Bug 14667
Description
Federico Chiacchiaretta
2009-11-22 20:42:13 UTC
please attach the dmesg output after resume. please attach the acpidump output of this laptop. Created attachment 23918 [details]
acpidump
Created attachment 23919 [details]
dmesg before suspending
Created attachment 23920 [details]
dmesg after suspend and resume
What was the last working kernel? Kernel 2.6.31 (default in kubuntu) works perfectly, then I tried 2.6.32-rc7 (with zen patchset) and 2.6.32-rc8 (vanilla compiled for ubuntu) and they're both non working.

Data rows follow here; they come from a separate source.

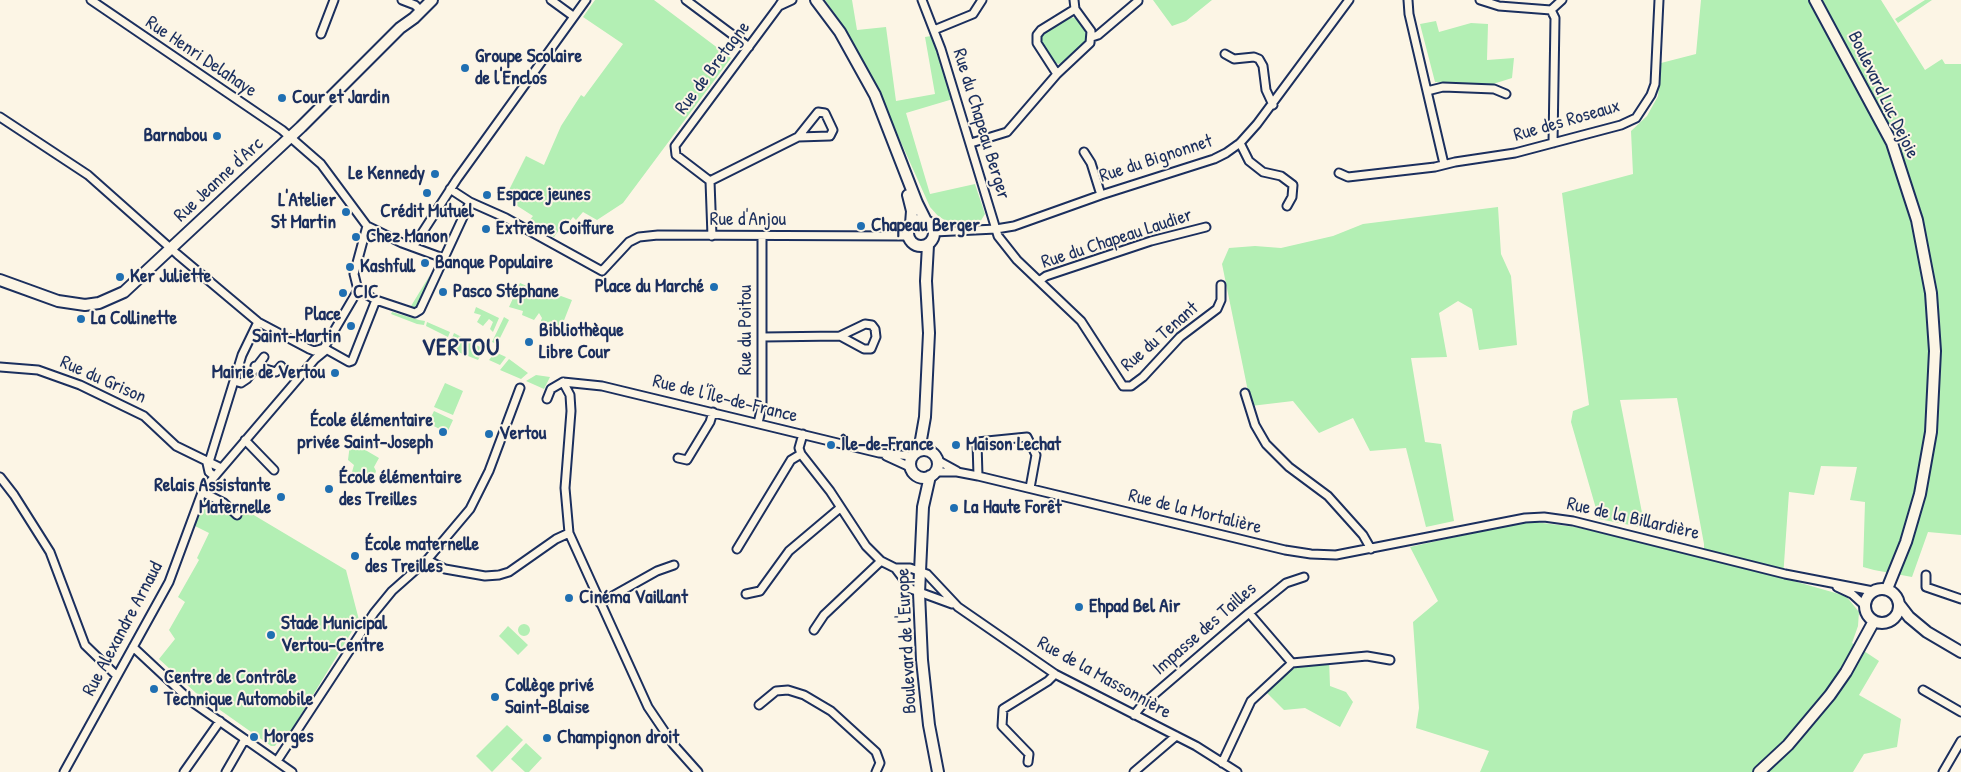 <!DOCTYPE html>
<html>
<head>
<meta charset="utf-8">
<style>
	body { margin:0 }
	canvas { display:block; background:#fcf5e5 }
</style>
</head>
<body>
<canvas width="1961" height="772"></canvas>
<script>
const c = document.querySelector('canvas').getContext('2d');
c.lineJoin = 'round';
function paint(path, color) { c.fillStyle = color; c.fill(path, 'evenodd'); }
const poly = rows => new Path2D(rows.map(r => 'M' + r).join(''));
function stroke(path, color, width, dash) { c.strokeStyle = color; c.lineWidth = width; c.lineCap = dash ? 'butt' : 'round'; c.setLineDash(dash || []); c.stroke(path); }
function drawText(font, color, halo, rows, align = 'center') {
  c.font = font + ' "Patrick Hand",sans-serif'; c.lineWidth = 4; c.setLineDash([]); c.textBaseline = 'middle'; c.strokeStyle = halo; c.fillStyle = color; for (const [text, x, y, turn = 0] of rows) {
    c.save(); c.translate(x, y); c.rotate((+turn || 0) * Math.PI / 180); c.textAlign = isNaN(turn) ? turn : align; if (halo) c.strokeText(text, 0, 0); c.fillText(text, 0, 0); c.restore();
  }
}
paint(poly([
	[595,0,654,0,731,58,623,203,597,220,583,212,576,220,573,217,567,225,564,223,554,237,528,222,533,216,505,198,526,156,544,165,561,126,581,95,584,97,623,44,583,17],
	[825,0,852,0,857,30,886,27,896,101,935,94,925,37,931,36,953,99,906,113,930,194,975,184,985,214,980,222,966,225,948,222,938,216,930,207,869,71,843,26],
	[1153,0,1212,0,1186,21,1172,26],
	[1701,0,1881,0,1925,70,1942,59,1945,64,1961,64,1961,535,1928,532,1912,577,1874,570,1863,567,1865,502,1850,500,1857,467,1821,466,1814,495,1789,492,1783,578,1846,596,1859,612,1858,626,1852,643,1879,661,1859,695,1901,719,1897,747,1864,754,1853,772,1480,772,1489,751,1416,728,1419,708,1413,622,1438,601,1410,547,1526,521,1575,527,1704,557,1704,544,1677,398,1620,400,1645,528,1599,519,1571,422,1573,411,1589,405,1562,193,1633,174,1631,131,1647,116,1658,96,1661,63,1696,54],
	[1925,0,1932,0,1898,23,1895,19],
	[1067,17,1076,18,1089,38,1086,44,1062,63,1058,64,1053,61,1040,42,1041,36],
	[1436,21,1439,32,1471,23,1488,24,1487,60,1514,58,1512,78,1493,84,1435,82,1420,24],
	[1498,207,1501,254,1511,276,1517,345,1479,350,1472,309,1458,301,1439,313,1447,357,1411,358,1425,442,1441,444,1454,521,1426,527,1406,448,1370,451,1353,418,1319,433,1293,401,1251,406,1222,264,1229,248,1255,246,1281,248,1333,236,1363,224],
	[430,275,418,306,416,308,411,306],
	[520,283,545,294,561,296,572,300,561,328,553,325,551,328,540,323,542,318,539,313,534,320,522,315,523,311,509,307],
	[476,307,499,318,493,332,490,329,493,322,489,319,483,326,477,322,481,315,474,313],
	[392,312,419,320,425,321,424,325,417,324,391,314],
	[504,317,509,320,497,344,492,342],
	[427,322,450,332,448,337,426,326],
	[454,333,484,349,478,360,448,348],
	[495,352,506,357,500,365,489,360],
	[509,359,528,373,521,379,500,370],
	[536,375,550,377,544,389,526,381],
	[445,383,463,391,453,415,434,407],
	[434,411,453,420,447,433,428,423],
	[350,444,355,444,379,458,374,467,376,471,373,480,365,482,352,472,354,465,348,460],
	[211,498,238,514,242,508,346,570,359,620,286,739,282,737,275,746,271,746,196,693,159,659,175,639,169,630,185,602,178,597,199,560,197,558,209,533,195,526,203,502],
	'518 630a6 6 0 1 1 12 0a6 6 0 1 1-12 0Z',
	[508,626,528,645,518,655,499,636],
	[1329,659,1330,686,1346,692,1353,702,1340,727,1305,708,1284,710,1262,688,1292,663],
	[507,725,523,740,492,772,476,756],
	[526,743,542,758,529,772,525,772,511,759]
]), '#b3efb4');
const street = poly([
	[91,0,282,130,321,164,367,226,354,274,358,290],
	[402,0,415,5,421,11],
	[551,0,573,16],
	[686,0,749,47],
	[783,0,779,6,792,0],
	[922,0,941,49,998,236,1017,260,1081,321,1123,386,1131,386,1143,377,1180,337,1217,309,1221,300,1221,285],
	[1074,0,1075,9],
	[1408,0,1409,14,1444,164],
	[1480,0,1499,6,1551,10,1555,18,1553,143],
	[1551,10,1562,0],
	[934,30,973,14,982,0],
	[321,34,334,0],
	[1092,37,1098,35,1138,1],
	[1225,54,1234,59,1254,57,1259,59,1263,66,1266,90,1273,105],
	[1427,91,1443,87,1494,89,1506,94],
	[0,117,88,175,177,254,258,322,309,349,314,351,324,348],
	[971,143,1007,132,1057,74,1090,43,1091,31,1075,9,1041,30,1037,35,1037,43,1057,74],
	[1240,143,1249,161,1263,172,1281,176,1293,185,1292,197,1287,206],
	[1084,152,1091,163,1101,195],
	[1339,173,1348,177,1435,167,1455,162,1515,153,1621,125,1636,118,1651,95,1655,84,1659,0],
	[710,181,798,137,830,136,833,130,825,113,818,112,798,137],
	[450,189,470,202,506,218,602,271,629,242,639,237,658,235,907,236],
	[367,226,402,243,443,258],
	[934,232,996,229,1014,226,1101,195,1214,159,1226,153,1240,143,1257,124,1349,0],
	[712,236,710,181,676,155,675,146,779,6],
	[413,247,457,179,586,0],
	[1039,281,1046,276,1151,241,1206,227],
	[376,300,352,361,349,362,324,348,358,290,376,300,415,313,420,310,470,202],
	[763,337,840,336,865,324,872,325,875,329,876,337,871,349,864,349,840,336],
	[255,366,276,372,281,366],
	[0,367,38,370,80,385,144,416,176,446,221,468],
	[234,381,241,383,247,379,264,357],
	[563,382,570,395,571,411,565,488,569,533,648,707,673,744,698,772],
	[563,382,602,386,879,453,912,456],
	[1245,393,1255,425,1266,444,1289,467,1328,496,1363,535,1371,549],
	[547,399,551,389,563,382],
	[758,423,762,406,762,237],
	[803,434,799,448,801,454,830,491,866,546,881,561,895,568,911,589,952,604],
	[245,440,274,470],
	[886,456,910,467],
	[678,458,687,460,710,422,713,412],
	[937,460,957,471],
	[209,462,242,355,258,322],
	[207,463,209,472,214,476],
	[935,472,957,472,978,476,1285,550,1311,554,1336,555,1525,518,1544,517,1573,521,1785,574,1873,591],
	[978,476,977,442,1027,437,1036,455,1030,488],
	[0,477,14,495,50,552,85,645,117,676],
	[202,492,224,503,237,515],
	[737,549,791,460,801,454],
	[427,560,445,569,485,576,499,575,509,572,556,539,569,533],
	[895,568,910,568,927,574,958,607,1055,674,1196,746,1237,772],
	[1926,575,1926,587,1961,599],
	[1837,587,1852,594,1864,605],
	[746,594,760,591,789,551,840,508],
	[600,603,657,571,674,565],
	[1249,613,1292,663],
	[814,630,824,615,881,561],
	[133,647,192,702,292,772],
	[1923,690,1961,712],
	[759,705,776,691,788,690,804,695,831,711,876,752,880,763,876,772],
	[1134,715,1143,704,1249,613,1286,583,1304,577],
	[277,761,374,613,392,591,427,560,470,509,489,471,520,388],
	[1028,762,1029,754,1002,726,1003,709,1048,681,1055,674],
	[1222,763,1251,701,1292,663,1367,656,1390,660],
	[64,772,169,582,203,490,315,359,326,350],
	[184,772,220,721],
	[226,772,245,739],
	[1134,772,1176,736],
	[1943,772,1961,741]
]);
const secondary = poly([
	[816,0,840,32,875,95,917,203,926,221],
	[1815,0,1892,143,1917,220,1931,293,1935,351,1931,432,1920,494,1906,542,1887,589],
	[908,195,912,211,911,224],
	'908 233a13 13 0 1 1 26 0a13 13 0 1 1-26 0Z',
	[0,280,58,301,85,305,99,303,124,292,301,127,400,28,414,18,432,0],
	'910 464a14 14 0 1 1 28 0a14 14 0 1 1-28 0Z',
	[919,451,925,417,929,333,926,281,928,245],
	[930,476,923,507,919,593,922,660,929,725,938,772],
	'1865 606a17 17 0 1 1 34 0a17 17 0 1 1-34 0Z',
	[1899,604,1909,617,1927,632,1961,652],
	[1759,772,1788,745,1830,695,1846,672,1874,621]
]);
stroke(street, '#1b2f5e', 11);
stroke(secondary, '#1b2f5e', 14);
stroke(street, '#fcf5e5', 7);
stroke(secondary, '#fcf5e5', 10);
for (const [x, y, r, color] of [
	[465,68,5,"#1f6fb2"],
	[282,98,5,"#1f6fb2"],
	[217,136,5,"#1f6fb2"],
	[435,174,5,"#1f6fb2"],
	[427,193,5,"#1f6fb2"],
	[487,195,5,"#1f6fb2"],
	[346,212,5,"#1f6fb2"],
	[861,226,5,"#1f6fb2"],
	[486,229,5,"#1f6fb2"],
	[356,237,5,"#1f6fb2"],
	[425,263,5,"#1f6fb2"],
	[350,267,5,"#1f6fb2"],
	[120,277,5,"#1f6fb2"],
	[714,287,5,"#1f6fb2"],
	[443,292,5,"#1f6fb2"],
	[343,293,5,"#1f6fb2"],
	[81,319,5,"#1f6fb2"],
	[351,326,5,"#1f6fb2"],
	[529,342,5,"#1f6fb2"],
	[335,373,5,"#1f6fb2"],
	[443,432,5,"#1f6fb2"],
	[489,434,5,"#1f6fb2"],
	[831,445,5,"#1f6fb2"],
	[956,445,5,"#1f6fb2"],
	[329,489,5,"#1f6fb2"],
	[281,497,5,"#1f6fb2"],
	[954,508,5,"#1f6fb2"],
	[355,556,5,"#1f6fb2"],
	[569,598,5,"#1f6fb2"],
	[1079,607,5,"#1f6fb2"],
	[271,635,5,"#1f6fb2"],
	[154,689,5,"#1f6fb2"],
	[495,697,5,"#1f6fb2"],
	[254,737,5,"#1f6fb2"],
	[547,738,5,"#1f6fb2"]
]) { const dot = new Path2D(); dot.arc(x, y, r, 0, 2 * Math.PI); c.fillStyle = color; c.fill(dot); stroke(dot, '#fcf5e5', 2); }
drawText('19px', '#1b2f5e', '#fcf5e5', [
	["Rue Henri Delahaye",201,57,34],
	["Rue de Bretagne",713,68,-53],
	["Boulevard Luc Dejoie",1883,95,64],
	["Rue des Roseaux",1567,121,-16],
	["Rue du Chapeau Berger",981,124,73],
	["Rue du Bignonnet",1156,159,-18],
	["Rue Jeanne d'Arc",219,180,-43],
	["Rue d'Anjou",748,220],
	["Rue du Chapeau Laudier",1117,239,-18],
	["Rue du Poitou",746,330,-90],
	["Rue du Tenant",1160,337,-41],
	["Rue du Grison",103,380,24],
	["Rue de l'Île-de-France",725,399,14],
	["Rue de la Mortalière",1195,512,14],
	["Rue de la Billardière",1633,519,13],
	["Rue Alexandre Arnaud",123,629,-62],
	["Impasse des Tailles",1205,629,-41],
	["Boulevard de l'Europe",907,641,-93],
	["Rue de la Massonnière",1104,678,29]
]);
drawText('bold 19px', '#1b2f5e', '#fcf5e5', [
	["Groupe Scolaire",475,57],
	["de l'Enclos",475,79],
	["Cour et Jardin",292,98],
	["Barnabou",207,136,"right"],
	["Le Kennedy",425,174,"right"],
	["Espace jeunes",497,195],
	["L'Atelier",336,201,"right"],
	["St Martin",336,223,"right"],
	["Crédit Mutuel",427,212,"center"],
	["Chapeau Berger",871,226],
	["Extrême Coiffure",496,229],
	["Chez Manon",366,237],
	["Banque Populaire",435,263],
	["Kashfull",360,267],
	["Ker Juliette",130,277],
	["Place du Marché",704,287,"right"],
	["Pasco Stéphane",453,292],
	["CIC",353,293],
	["Place",341,315,"right"],
	["Saint-Martin",341,337,"right"],
	["La Collinette",91,319],
	["Bibliothèque",539,331],
	["Libre Cour",539,353],
	["Mairie de Vertou",325,373,"right"],
	["École élémentaire",433,421,"right"],
	["privée Saint-Joseph",433,443,"right"],
	["Vertou",499,434],
	["Île-de-France",841,445],
	["Maison Lechat",966,445],
	["École élémentaire",339,478],
	["des Treilles",339,500],
	["Relais Assistante",271,486,"right"],
	["Maternelle",271,508,"right"],
	["La Haute Forêt",964,508],
	["École maternelle",365,545],
	["des Treilles",365,567],
	["Cinéma Vaillant",579,598],
	["Ehpad Bel Air",1089,607],
	["Stade Municipal",281,624],
	["Vertou-Centre",281,646],
	["Centre de Contrôle",164,678],
	["Technique Automobile",164,700],
	["Collège privé",505,686],
	["Saint-Blaise",505,708],
	["Morges",264,737],
	["Champignon droit",557,738]
], 'left');
c.letterSpacing = '1px';
drawText('bold 24px', '#1b2f5e', '#fcf5e5', [
	["VERTOU",461,349]
]);
c.letterSpacing = '0px';
</script>
</body>
</html>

Further info: 1 - Since fglrx module still does not support kernel 2.6.32 I managed to build it with this fix from debian: http://bugs.debian.org/cgi-bin/bugreport.cgi?bug=554401 2 - When attaching dmesg-after-suspending I saw that during suspending procedure fglrx prints out an error; I tried to blacklist it and rebooted using radeon instead, but when resuming screen doesn't turn on anymore, it keeps black like it's powered off, so I can't see if fglrx is actually the problem. I have the same problem. I am using Gentoo with radeon X driver and I am not using fglrx. It works with 2.6.31 but does not work with 2.6.32-rc7 and 8. Kernel 2.6.32-rc2 is the first one that the problem appears. so you mean 2.6.32-rc1 is working well? could you please run git-bisect to find out which commit introduces this bug? I tested with 2.6.32-rc1 (but it seems that it was tagged 2.6.32-rc2). It seems that all 2.6.32 have the same problem. I will try to find which commit from 2.6.32-rc1 (compared to 2.6.31). The result of using git bisect from 2.6.31 and 2.6.32-rc1 is: commit 6a63b06f3c494cc87eade97f081300bda60acec7 Author: Alexey Starikovskiy <astarikovskiy@suse.de> Date: Fri Aug 28 23:29:44 2009 +0400 ACPI: EC: use BURST mode only for MSI notebooks Signed-off-by: Alexey Starikovskiy <astarikovskiy@suse.de> Signed-off-by: Len Brown <len.brown@intel.com> alexey, can you look at this issue please? I confirmed that removing this commit, suspend works again for my Dell laptop (Studio XPS 16). please attach the dmidecode output of your laptop Created attachment 24087 [details]
Dmidecode from a Dell Studio XPS 16 laptop
*** Bug 14735 has been marked as a duplicate of this bug. *** Could you please uncomment "#define DEBUG" in drivers/acpi/ec.c and attach dmesg here? Created attachment 24293 [details]
dmesg with ec.c (with DEBUG)
Created attachment 24294 [details]
dmesg with ec.c (with DEBUG) after resume (Suspend)
Created attachment 24295 [details]
dmesg with modified ec.c (with DEBUG)
Created attachment 24296 [details]
dmesg with modified ec.c (with DEBUG) after resume (Suspend)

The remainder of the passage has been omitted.